DAVOS, Switzerland - As the world's business and political elite continue their annual meeting in this Swiss alpine resort, civil society representatives have singled out four transnationals as the most socially irresponsible on the planet, and presented them with the Public Eye on Davos Award.
This dubious distinction was bestowed on Dow Chemicals, oil giant Shell, U.S.-based retail chain Wal-Mart, and KPMG International, an accounting and consulting firm. Nestlé was also recognized with the ”people's choice” award.
The ”winning” corporations were chosen as ”model cases for all the corporate groups that have excelled in socially and environmentally irresponsible behavior. They reveal the negative impacts of economic globalization,” said a statement from the Public Eye Awards organizers.
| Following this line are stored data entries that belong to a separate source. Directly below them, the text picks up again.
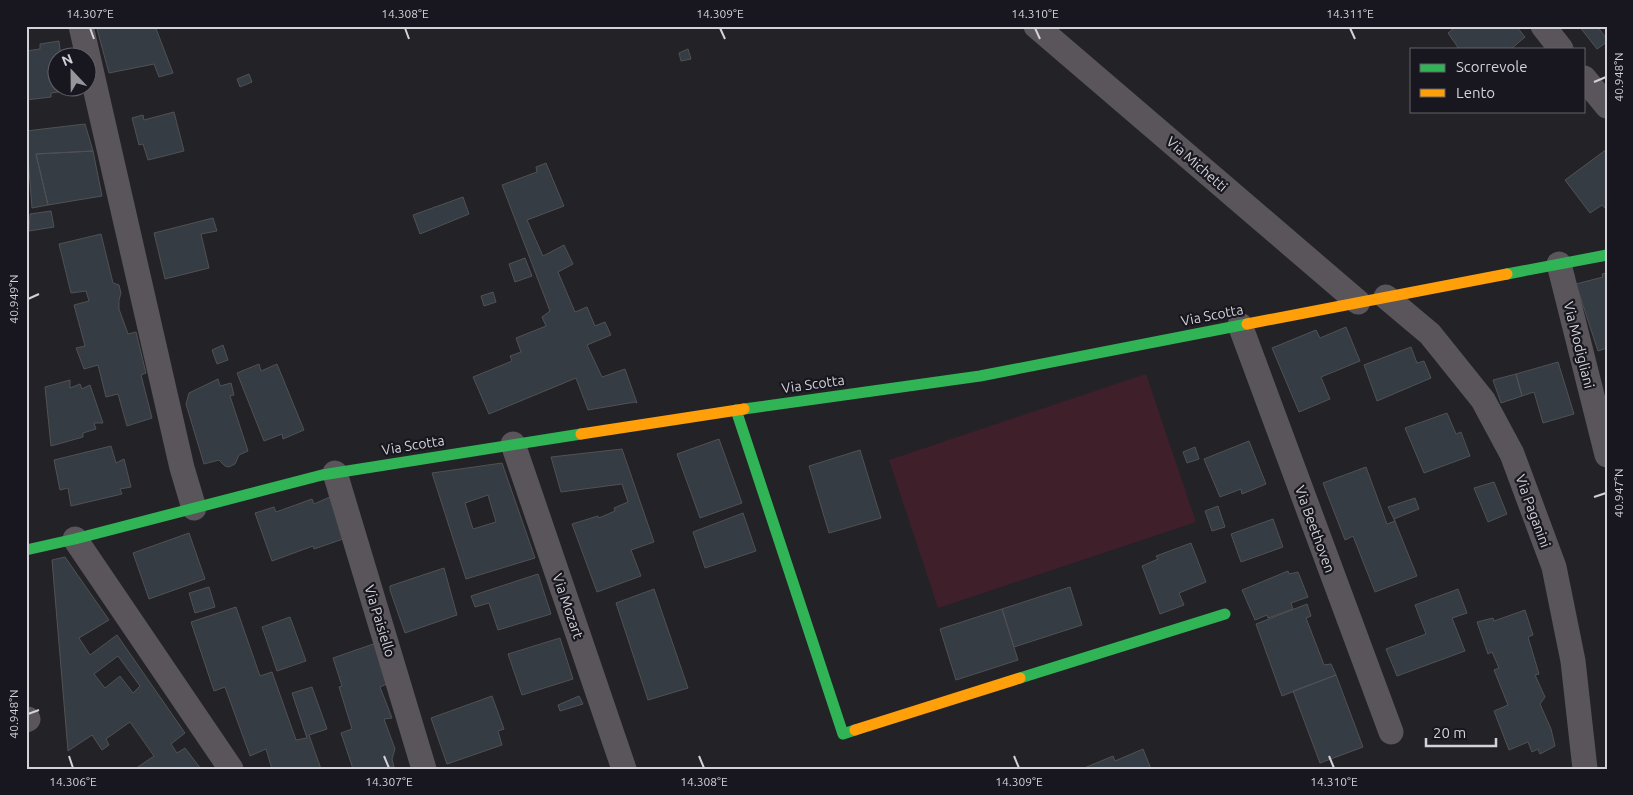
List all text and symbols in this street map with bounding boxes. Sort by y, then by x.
text: 14.307°E [66,7,114,20]
text: 14.308°E [381,7,429,20]
text: 14.309°E [696,7,744,20]
text: 14.310°E [1011,7,1059,20]
text: 14.311°E [1326,7,1374,20]
north arrow [48,48,98,98]
legend [1410,48,1586,112]
text: N [59,51,75,69]
text: 40.948°N [1612,52,1625,102]
text: Scorrevole [1456,58,1527,75]
text: Lento [1456,84,1495,101]
street label: Via Michetti [1163,133,1231,195]
text: 40.949°N [7,274,20,324]
street label: Via Modigliani [1560,300,1598,390]
street label: Via Scotta [1179,301,1245,329]
street label: Via Scotta [781,372,845,396]
street label: Via Scotta [380,432,446,458]
text: 40.947°N [1612,468,1625,518]
street label: Via Paganini [1512,472,1554,550]
street label: Via Beethoven [1292,483,1338,575]
street label: Via Mozart [549,571,587,641]
street label: Via Paisiello [361,583,399,659]
text: 40.948°N [7,689,20,739]
scale bar [1426,715,1496,747]
text: 20 m [1433,724,1466,741]
text: 14.306°E [49,775,97,788]
text: 14.307°E [365,775,413,788]
text: 14.308°E [680,775,728,788]
text: 14.309°E [995,775,1043,788]
text: 14.310°E [1310,775,1358,788]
The awards are coordinated by two Swiss non-governmental organizations (NGOs), Pro Natura-Friends of the Earth and the Bern Declaration, and were announced this year for the first time in Davos, to coincide with the World Economic Forum (WEF).
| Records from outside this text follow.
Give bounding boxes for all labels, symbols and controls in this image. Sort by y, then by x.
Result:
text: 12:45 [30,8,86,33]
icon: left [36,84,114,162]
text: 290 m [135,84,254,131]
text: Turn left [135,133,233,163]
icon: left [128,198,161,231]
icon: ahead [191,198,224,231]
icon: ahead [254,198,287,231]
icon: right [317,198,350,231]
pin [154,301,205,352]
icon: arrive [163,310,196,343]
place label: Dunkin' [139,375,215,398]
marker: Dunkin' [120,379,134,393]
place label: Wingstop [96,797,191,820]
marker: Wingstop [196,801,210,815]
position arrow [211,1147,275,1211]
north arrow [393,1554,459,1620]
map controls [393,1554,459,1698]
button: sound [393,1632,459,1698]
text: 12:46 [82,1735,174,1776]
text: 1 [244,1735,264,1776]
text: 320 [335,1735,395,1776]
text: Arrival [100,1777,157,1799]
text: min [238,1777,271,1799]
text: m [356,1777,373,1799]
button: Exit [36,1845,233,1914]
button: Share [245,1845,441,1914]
In her opening speech, the British economist Noreena Hertz said: Workers and communities everywhere must be able to safeguard basic rights to minimum health and safety standards at work, to minimum wages, and not be dispossessed without adequate compensation. Multinational corporations must not be allowed to infringe these rights, wherever it is that they operate. Therefore, she argued that legislative reforms are needed as to ensure that parent companies can be held responsible for the actions of their subsidiaries.
The Public Eye on Davos grew out of a public demonstration first organized in 1997 to voice opposition to the WEF and denounce the negative effects of globalization
Initially, the civil society representatives involved attempted to forge a dialogue with the WEF and promote greater transparency and participation by a broader range of actors, but this initiative met with defeat.
Since 2001, the focal point of opposition to the neoliberal globalization project has been the alternative World Social Forum (WSF), held annually as a civil society counterpoint to the Davos meeting. This year's fifth edition is currently under way in Porto Alegre, the birthplace of the WSF.
The Public Eye on Davos organizers noted that the WEF attempts to portray itself as a defender of human rights and the environment, while in fact, it defends above all else the economic interests of its members, the 1,000 most powerful companies on the planet.
The Public Eye Award given to Shell -- which announced it would be unable to send a spokesperson pick up the corresponding statuette -- will be taken to Nigeria by local activist Goodwin Oyo for a touring exhibit, visiting the communities affected by the company's oil drilling activities in that African nation.
Oyo said this week in Davos that for almost 50 years, Shell has been spilling oil and burning gas in the Niger River delta, with devastating consequences for the local population and the environment.
The Nigerian activist told IPS that in order to stop these abuses, transnationals should be prohibited from operating in developing nations, which should have sovereignty and control over their own natural resources.
The Public Eye jury selected Shell for the environmental irresponsibility prize for failing to clean up oil spills and reneging on its promise to stop the stop the flaring of excess gas in its Nigeria delta fields.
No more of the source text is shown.